The implication of the correct dismissal of Real->Nominal is that there is only Nominal -> Real. Now, however, Scott wants to have three worlds. An “only nominal world”, an “only real world” and a third world of interaction where the only mechanism is sticky wages. This schematic is messy. We preferred the old “classic” and much simpler Sumner where the only “real problems were nominal” ones.
Sure, the balance between Real and Nominal growth can be poor: too little Real and too much Nominal, and it shows you have a Real problem. Too little Nominal, however, will not mean more Real, it will be less Real. It is an asymmetric rule.
Err to the downside on Nominal and you will get less Real, a crisis and a long-run depression.

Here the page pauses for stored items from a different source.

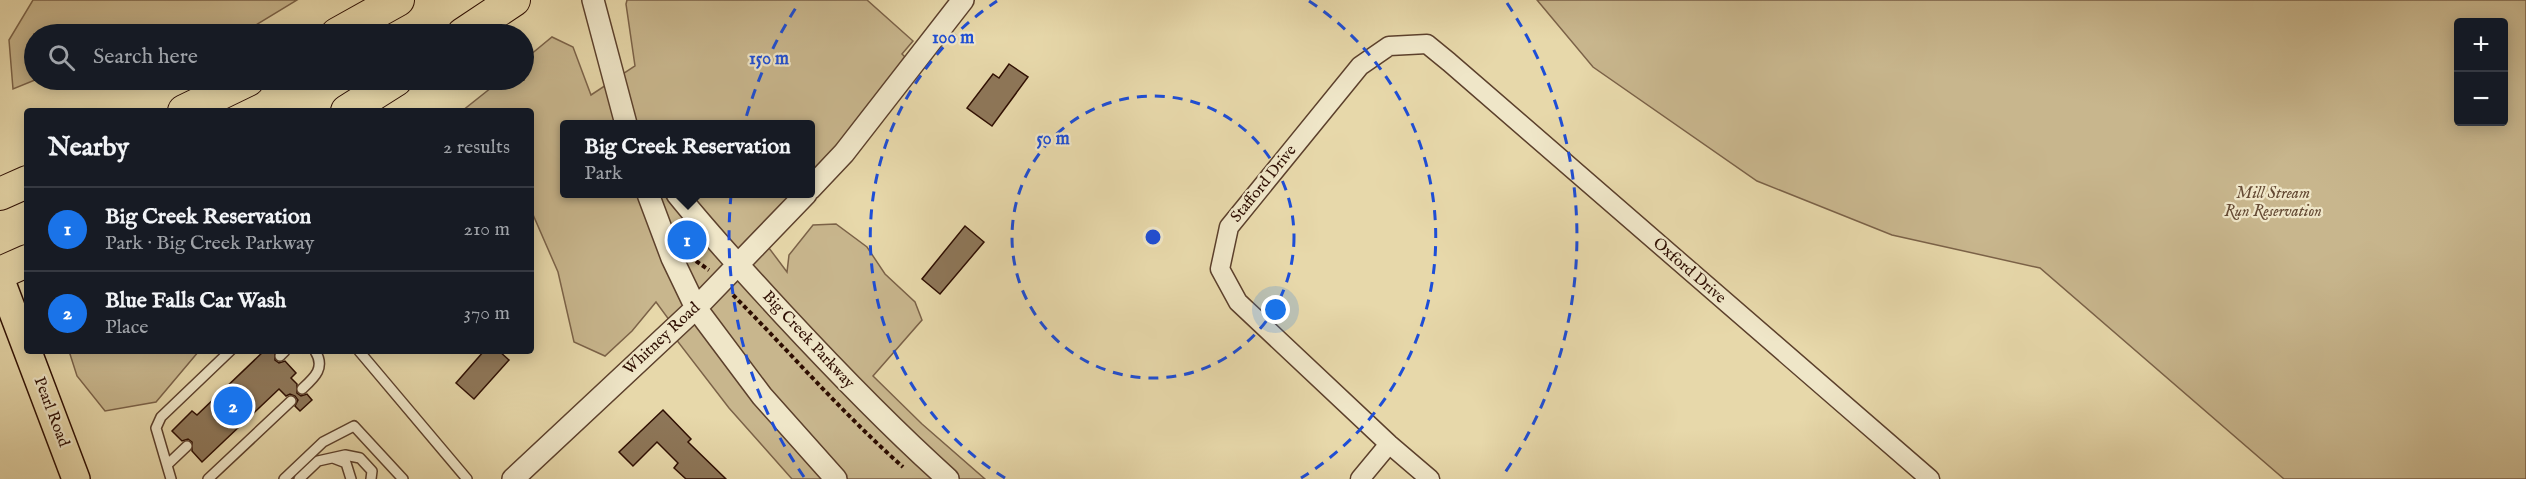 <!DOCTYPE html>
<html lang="en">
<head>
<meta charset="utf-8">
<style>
  :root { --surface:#171b24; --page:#242831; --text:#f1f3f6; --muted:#9ea1a6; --line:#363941; --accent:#1a73e8 }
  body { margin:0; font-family:"IM FELL English",serif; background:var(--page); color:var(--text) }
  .controls { position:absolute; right:18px; top:18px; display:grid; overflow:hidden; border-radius:6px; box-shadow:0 3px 15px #0003 }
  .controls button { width:54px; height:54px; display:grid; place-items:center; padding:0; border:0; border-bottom:2px solid var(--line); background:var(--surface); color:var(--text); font:30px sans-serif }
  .you { position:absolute; left:1276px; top:310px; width:21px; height:21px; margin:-15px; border:4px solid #fff; border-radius:50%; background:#1a73e8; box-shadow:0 0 0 9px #1a73e833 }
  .badge { display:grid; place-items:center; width:39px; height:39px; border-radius:50%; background:var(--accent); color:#fff; font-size:20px; font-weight:700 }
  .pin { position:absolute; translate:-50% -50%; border:3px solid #fff; box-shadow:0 2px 6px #0006 }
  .popup { position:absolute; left:560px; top:120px; width:255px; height:78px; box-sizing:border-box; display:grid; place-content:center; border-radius:6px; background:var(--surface); filter:drop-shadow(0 2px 4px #0005); font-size:20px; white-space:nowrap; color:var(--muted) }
  .popup b { font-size:22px; color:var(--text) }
  .popup::after { content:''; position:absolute; left:50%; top:100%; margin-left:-12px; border:12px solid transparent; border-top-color:var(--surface) }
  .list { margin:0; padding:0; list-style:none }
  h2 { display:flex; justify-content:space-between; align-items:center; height:78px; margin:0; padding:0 24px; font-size:26px }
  h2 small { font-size:20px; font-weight:400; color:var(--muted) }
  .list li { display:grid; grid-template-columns:39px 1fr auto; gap:18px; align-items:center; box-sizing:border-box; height:84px; padding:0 24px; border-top:2px solid var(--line) }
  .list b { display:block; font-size:22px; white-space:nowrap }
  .list p { margin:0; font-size:20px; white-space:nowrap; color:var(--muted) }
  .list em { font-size:20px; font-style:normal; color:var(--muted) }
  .icon { flex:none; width:33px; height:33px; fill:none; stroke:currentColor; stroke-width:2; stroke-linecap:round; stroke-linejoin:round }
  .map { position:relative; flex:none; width:2526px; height:479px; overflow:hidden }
  .search { position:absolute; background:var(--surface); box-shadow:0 3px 15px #0003; left:24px; top:24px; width:510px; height:66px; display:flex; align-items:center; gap:15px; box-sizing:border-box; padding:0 21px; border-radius:33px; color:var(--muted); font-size:22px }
  .panel { position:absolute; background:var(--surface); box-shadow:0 3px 15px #0003; left:24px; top:108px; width:510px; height:246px; border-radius:6px }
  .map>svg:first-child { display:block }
  .green { fill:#c8b68d; stroke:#7b6248; stroke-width:1.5; fill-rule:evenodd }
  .building { fill:#8e7759; stroke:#2e0e02; stroke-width:1.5 }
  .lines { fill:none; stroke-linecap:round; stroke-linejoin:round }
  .service-casing { stroke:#5c402c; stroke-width:12 }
  .minor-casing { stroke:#5c402c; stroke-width:21 }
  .tertiary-casing { stroke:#5c402c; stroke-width:24 }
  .primary-casing { stroke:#2e0e02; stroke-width:30 }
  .motorway-casing { stroke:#2e0e02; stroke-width:34 }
  .path { stroke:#2e0e02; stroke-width:4; stroke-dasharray:4.5 3; stroke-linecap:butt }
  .service { stroke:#efe6c8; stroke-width:9 }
  .minor { stroke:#efe6c8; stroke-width:18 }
  .tertiary { stroke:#efe6c8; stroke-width:21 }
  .primary { stroke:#e7d8aa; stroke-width:27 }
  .motorway { stroke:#e7d8aa; stroke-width:32 }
  .ring { fill:none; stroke:#1d4ed8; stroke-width:3; stroke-dasharray:10 8 }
  .labels { text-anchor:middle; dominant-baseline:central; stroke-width:4.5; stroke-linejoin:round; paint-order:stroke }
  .street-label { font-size:16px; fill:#2e0e02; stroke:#efe6c8 }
  .park-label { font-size:16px; font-style:italic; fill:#644933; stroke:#efe6c8 }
  .centre { fill:#1d4ed8; stroke:#efe6c8; stroke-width:3 }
  .ring-label { font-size:18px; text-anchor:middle; font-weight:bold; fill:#1d4ed8; stroke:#efe6c8; stroke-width:4.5; stroke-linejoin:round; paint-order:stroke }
</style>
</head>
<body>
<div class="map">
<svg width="2526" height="479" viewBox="0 0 2526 479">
  <rect width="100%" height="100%" fill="#e7d8aa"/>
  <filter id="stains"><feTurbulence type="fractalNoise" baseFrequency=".00333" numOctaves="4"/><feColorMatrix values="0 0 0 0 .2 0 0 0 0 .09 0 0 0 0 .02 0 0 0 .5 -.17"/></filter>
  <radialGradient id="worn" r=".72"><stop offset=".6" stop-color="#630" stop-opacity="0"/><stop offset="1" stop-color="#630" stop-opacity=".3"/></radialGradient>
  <path class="green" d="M33,0H297L241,34H34L35,80L13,89L9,40Z
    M627,0H867L913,41L902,54L912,64L810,189V124H564V194H805L760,236L787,272L789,255L813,225L836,224L867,247L885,274L915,302L922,320L873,376L922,424L985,479H792L729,408L665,325L670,321L656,302L632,331L605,356L574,342L558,272L531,210V111H462L501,80H524V60L552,37L573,47L591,95L635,66L626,4Z
    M1537,0H2526V479H2284L2040,268L1892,235L1757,181L1593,67ZM2458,22H2504V122H2458Z
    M69,351H199L156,402L105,411L77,376Z"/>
  <path class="building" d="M1009,64L1028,77L992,126L967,108L993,74L999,78Z
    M965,226L984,242L940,294L922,279Z
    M264,351H275V360L279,363L285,361L296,373L291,378L297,384V393L301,396L307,394L312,400L300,411L295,406L298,400L295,396L290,394L286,396L279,389L202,462L192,451V442L188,439L182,441L172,431L192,411L197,415Z
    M484,351H499L509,360L474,399L456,383Z
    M663,410L691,439L688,442L726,479H686L674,468L678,463L657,442L633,466L619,452Z"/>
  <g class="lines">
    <defs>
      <path id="service" d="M359,351L467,479
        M280,356L285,351
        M302,389C314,378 326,368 315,351
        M333,458L346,463L351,479
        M167,465L187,446
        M171,479L156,428L161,417L230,351
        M208,479L291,401
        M284,479L323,442L354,426L403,479
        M299,479L318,461L345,455L360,458L372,471L371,479"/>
      <path id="minor" d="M1360,479L1389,444
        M1430,479L1389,444L1238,302L1220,269L1229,227L1360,66L1389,46L1427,44L1449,62L1930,479"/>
      <path id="tertiary" d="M593,0L626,124
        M810,189L844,153L963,0
        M648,194L672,258L696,308L762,396L836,479
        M677,194C710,235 746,274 783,314C836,371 890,427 948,479
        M513,479L696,308L806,194"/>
      <path id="primary" d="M0,278L76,479"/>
      <path id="motorway" d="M337,34L398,0
        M463,34L514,0
        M184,111L248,80
        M347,111L396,80
        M0,194L27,182
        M0,273L27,261"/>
    </defs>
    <use href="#service" class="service-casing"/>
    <use href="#minor" class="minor-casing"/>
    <use href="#tertiary" class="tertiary-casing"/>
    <use href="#primary" class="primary-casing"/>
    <use href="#motorway" class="motorway-casing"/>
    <path class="path" d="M696,261L709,270
      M733,295C790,352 842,413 903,467"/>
    <use href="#service" class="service"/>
    <use href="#minor" class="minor"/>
    <use href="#tertiary" class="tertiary"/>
    <use href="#primary" class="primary"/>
    <use href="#motorway" class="motorway"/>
  </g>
  <g class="ring">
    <circle cx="1153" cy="237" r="141"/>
    <path d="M1005 478A283 283 0 0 1 997 1M1309 1A283 283 0 0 1 1301 478"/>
    <path d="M804 477A424 424 0 0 1 799 3M1507 3A424 424 0 0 1 1502 477"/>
  </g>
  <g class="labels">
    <g class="street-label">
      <text transform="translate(1264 184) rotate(-51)">Stafford Drive</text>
      <text transform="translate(1689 271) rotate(41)">Oxford Drive</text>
      <text transform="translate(662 339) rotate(-43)">Whitney Road</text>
      <text transform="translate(808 340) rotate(47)">Big Creek Parkway</text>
      <text transform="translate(51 412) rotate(69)">Pearl Road</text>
    </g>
    <g class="park-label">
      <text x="2273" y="194">Mill Stream<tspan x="2273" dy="18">Run Reservation</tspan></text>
    </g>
  </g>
  <circle cx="1153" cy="237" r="9" class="centre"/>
  <g class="ring-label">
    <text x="953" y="43">100 m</text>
    <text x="769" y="64">150 m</text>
    <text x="1053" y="144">50 m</text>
  </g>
  <rect width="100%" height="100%" filter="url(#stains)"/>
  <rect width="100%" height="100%" fill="url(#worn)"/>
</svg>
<div class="controls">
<button>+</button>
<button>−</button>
</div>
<div class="you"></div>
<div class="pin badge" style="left:687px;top:240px">1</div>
<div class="popup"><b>Big Creek Reservation</b>Park</div>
<div class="pin badge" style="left:233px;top:406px">2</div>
<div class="search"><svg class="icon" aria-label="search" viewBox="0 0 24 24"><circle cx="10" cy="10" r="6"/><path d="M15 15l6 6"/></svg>Search here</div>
<section class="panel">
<h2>Nearby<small>2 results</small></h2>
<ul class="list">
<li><span class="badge">1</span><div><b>Big Creek Reservation</b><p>Park · Big Creek Parkway</p></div><em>210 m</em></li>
<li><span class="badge">2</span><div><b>Blue Falls Car Wash</b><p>Place</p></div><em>370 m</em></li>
</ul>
</section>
</div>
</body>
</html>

Err to the upside on Nominal and there is little damage to Real, although you may end with a “long inflation”. It cannot guarantee that the Real will be any good, but at least it will not be the fault of Nominal undershooting.
Just as Scott used to rightly say, “stop talking about inflation” (he also, correctly, wants us to “stop talking about interest rates”), he should now stop talking about unemployment.
The real question he needs to answer is this: If the Fed runs NGDP at 3.0% for the next 5 years, or 5.0% for the next five years, is there a difference in aggregate 5-year output and employment?